Let's see which variables correlate well with High Achiever %. We can't use Pearson's correlation here, so we'll use Spearman's Rho instead.

Some variables have a strong correlation, such as parents' education levels. Others don't, such as the age of the school neighborhood.

We must remember that correlation does not imply causation. However, the lack of a correlation does imply a lack of causation. If two variables are not correlated then there a causal relationship is unlikely, if not impossible.

Peekaboo, How Good Are You?

Let's use a combination of factors to predict the quality of school. We'll use a machine learning algorithm, Random Forests, an ensemble method of decision trees with good behavior for this class of problem.

A few lines of code produce a model to predict school quality. Let's see how closely the predicted (green) values compare against the actual (red) values:

Good, but not perfect. It is impressive that we can predict school quality using only demographic and budget data. After all, we don't have any information about teacher skill, different teaching techniques, or the students themselves.

Let's plot the residual (actual - predicted), values, in black, against the predicted numbers, in green. The residual numbers contain variation that is not explained by demographics or budgets. They suggest that unobserved variables are involved, like teacher skill or student aptitude.


Let Data Be Your Guide

Analysis thus far suggests school quality is influenced by demographics and budgets. These are factors a school cannot control.

Let's use that to our advantage. Groups of schools with similar demographics will still have different levels of quality. They can learn from each other, since schools in similar situations have done well.

Let's group schools together using another algorithm, k-means. It belongs to a set of machine learning techniques for clustering.

The k-means algorithm has a limitation: it groups together objects by first computing the Euclidean distance between each. Euclidean distance treats each variable as equally important, which is not true for this example. We will compensate for this by 'weighting' each variable according to its importance, which the random forest algorithm has already calculated.

We can then assign a group to each school, clustering together similar schools into the same group.

Let's look at the High Achiever % of each group.

As we can see, each group has some spread of values. This is encouraging, because these schools could learn from each other. High schools of similar size, with similar parental situations and similar demographics are likely to have relevant advice for each other.

Share and Share Alike

This leads me to a triumvirate of conclusions:

Schools/Educators: You aren't alone. There are many other schools just like yours, doing better and worse. Ask for help in finding them. Then learn from them, and teach in turn. Identify best and worst practices specific to your situation. Spread that information around.

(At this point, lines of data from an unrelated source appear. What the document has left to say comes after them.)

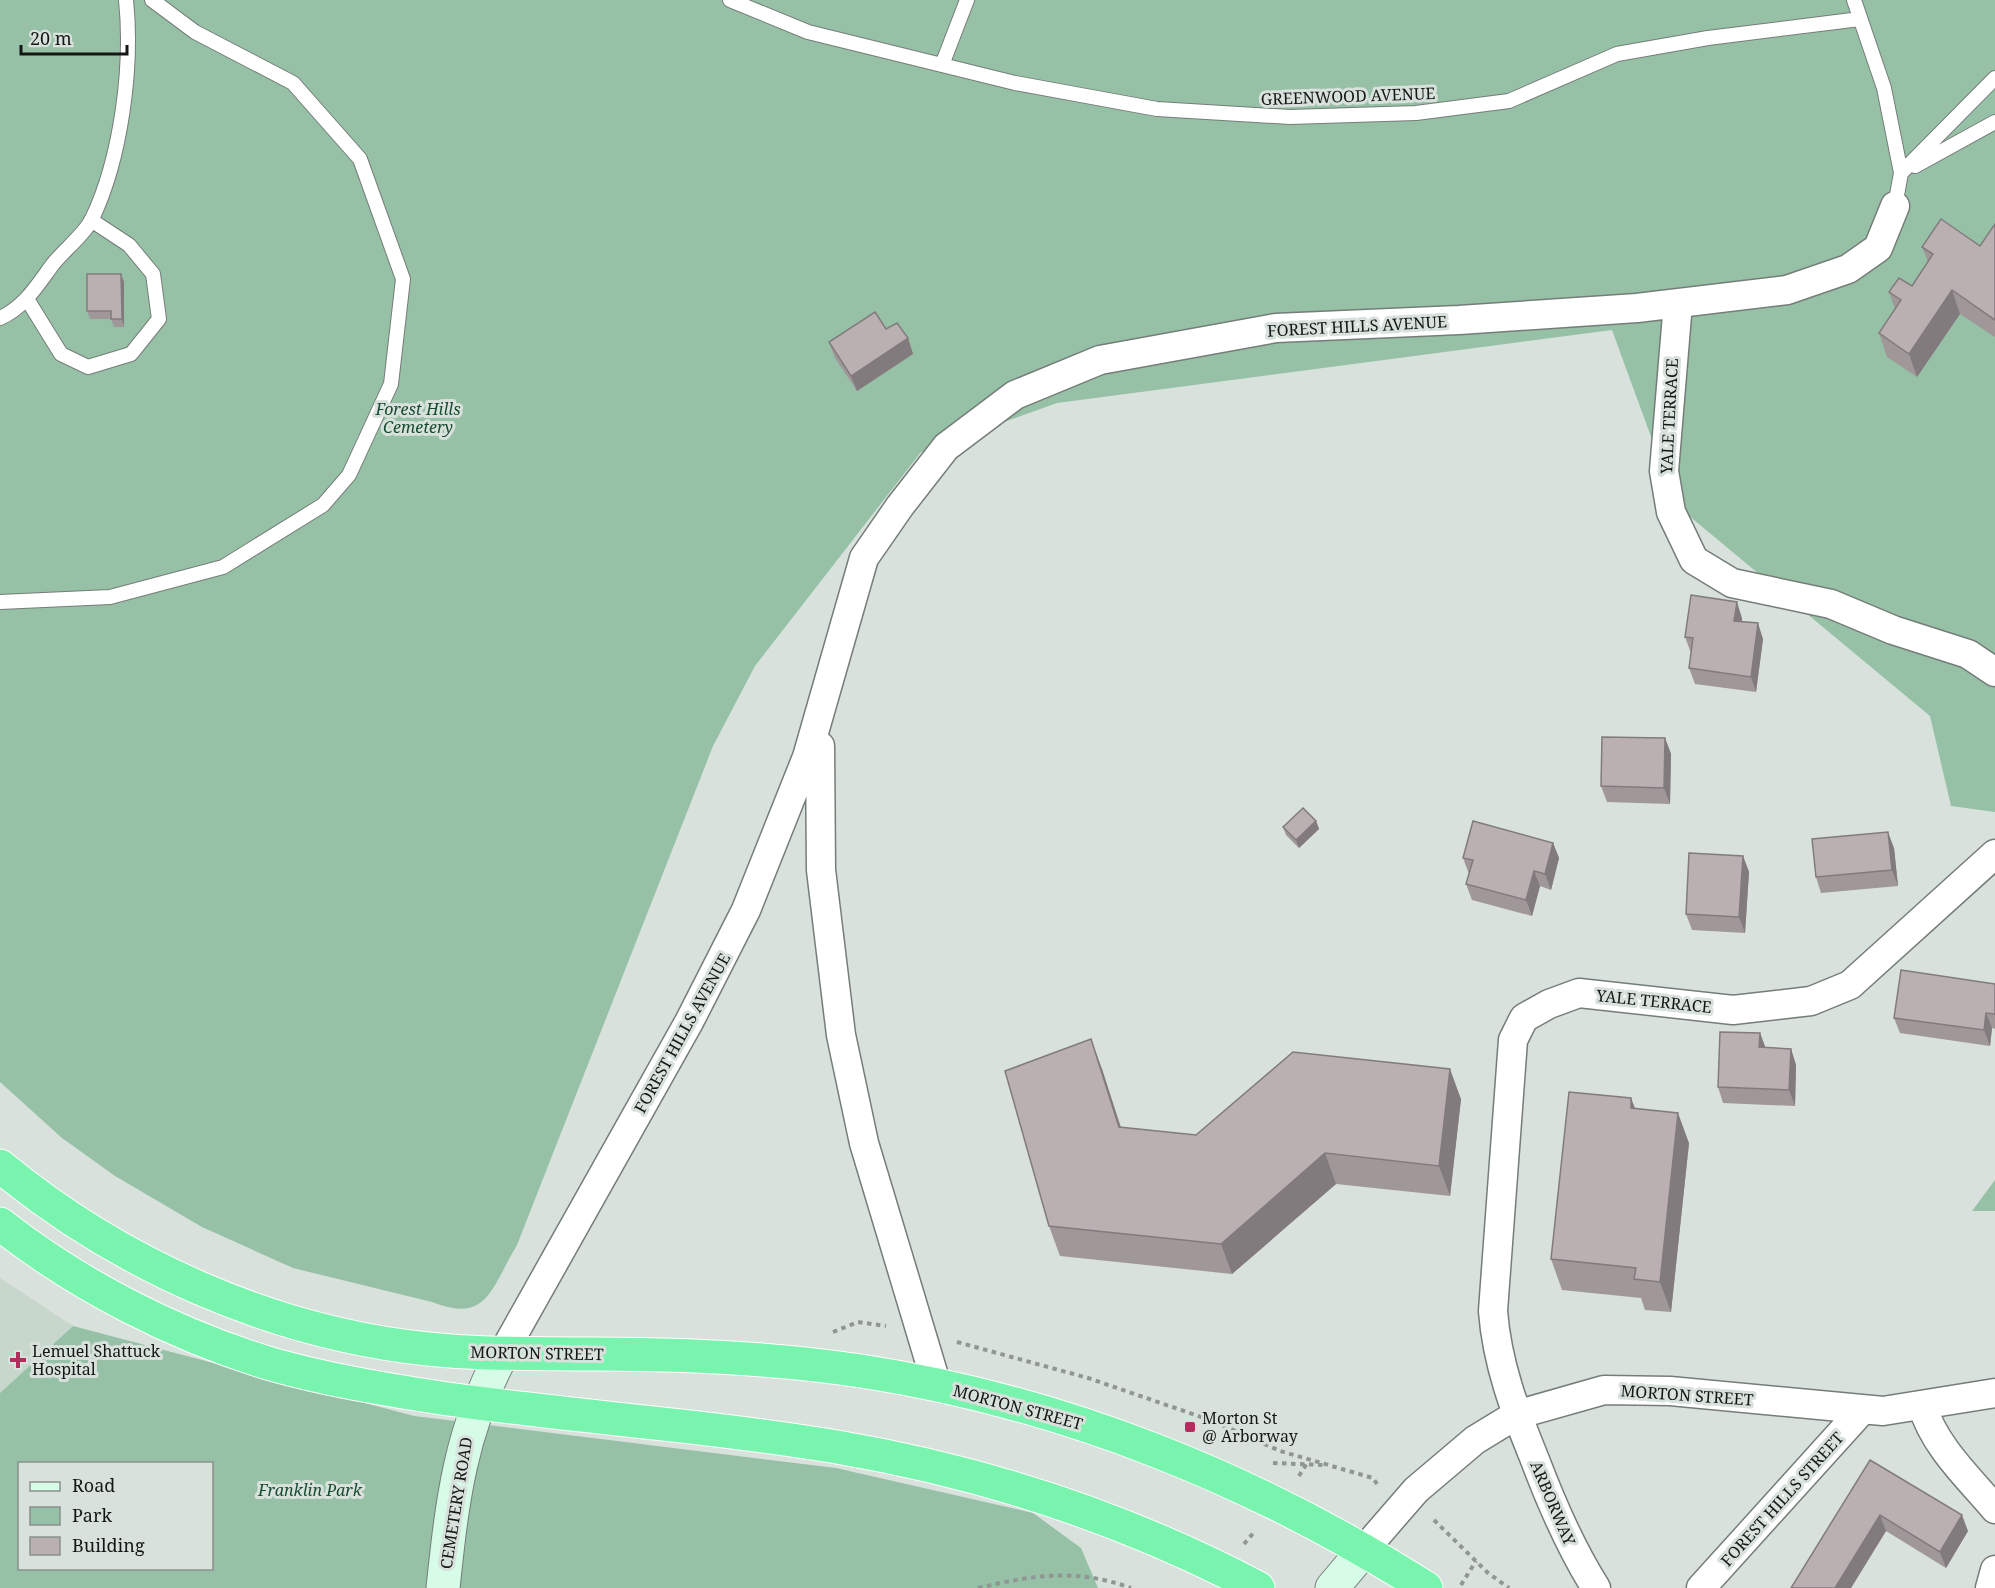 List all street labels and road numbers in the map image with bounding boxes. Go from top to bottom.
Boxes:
street label: GREENWOOD AVENUE [1260,82,1436,110]
street label: FOREST HILLS AVENUE [1267,310,1447,342]
street label: YALE TERRACE [1655,358,1683,475]
street label: FOREST HILLS AVENUE [629,949,735,1117]
street label: YALE TERRACE [1594,984,1713,1018]
street label: MORTON STREET [470,1341,604,1365]
street label: MORTON STREET [951,1379,1085,1435]
street label: MORTON STREET [1620,1379,1754,1411]
street label: FOREST HILLS STREET [1716,1427,1848,1571]
street label: CEMETERY ROAD [435,1435,477,1571]
street label: ARBORWAY [1525,1457,1581,1550] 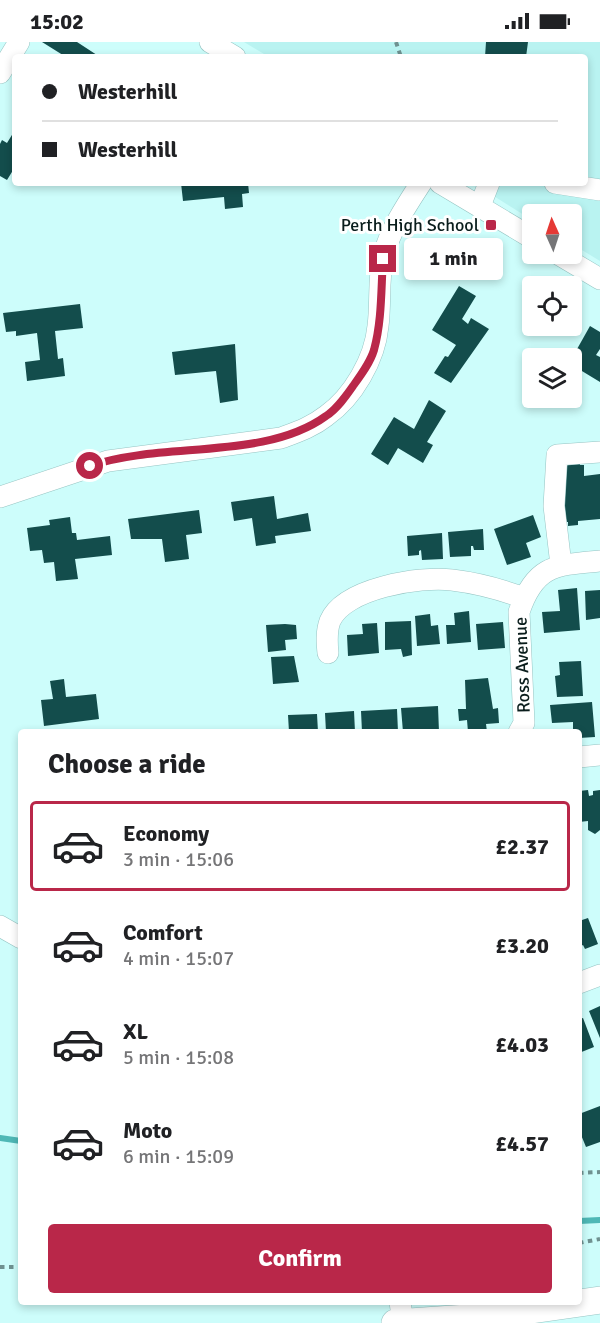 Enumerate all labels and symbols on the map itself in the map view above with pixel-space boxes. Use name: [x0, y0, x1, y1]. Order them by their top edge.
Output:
north arrow: [522, 204, 582, 264]
place label: Perth High School: [341, 214, 479, 236]
marker: Perth High School: [484, 218, 498, 232]
callout: 1 min: [404, 238, 503, 280]
route end: [369, 245, 396, 272]
route start: [76, 452, 103, 479]
street label: Ross Avenue: [509, 617, 535, 713]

The more schools that participate, the more everyone benefits.

Parents: Teachers and principals have limits to their ability to educate children, and it depends on many things. You have a much more profound impact on your children's education than their teachers do. You can't dodge that responsibility, so don't try. And for goodness sake, be careful about what data you pay attention to. Good test and SAT scores don't predict whether your child will be happy or successful in 10 years.

Analysts/Data Scientists: Like all professionals, we have a choice of what to do with our talent. Each of us has access to huge amounts of data. We can use our skill and energy to make the world a better place. I encourage everyone to try.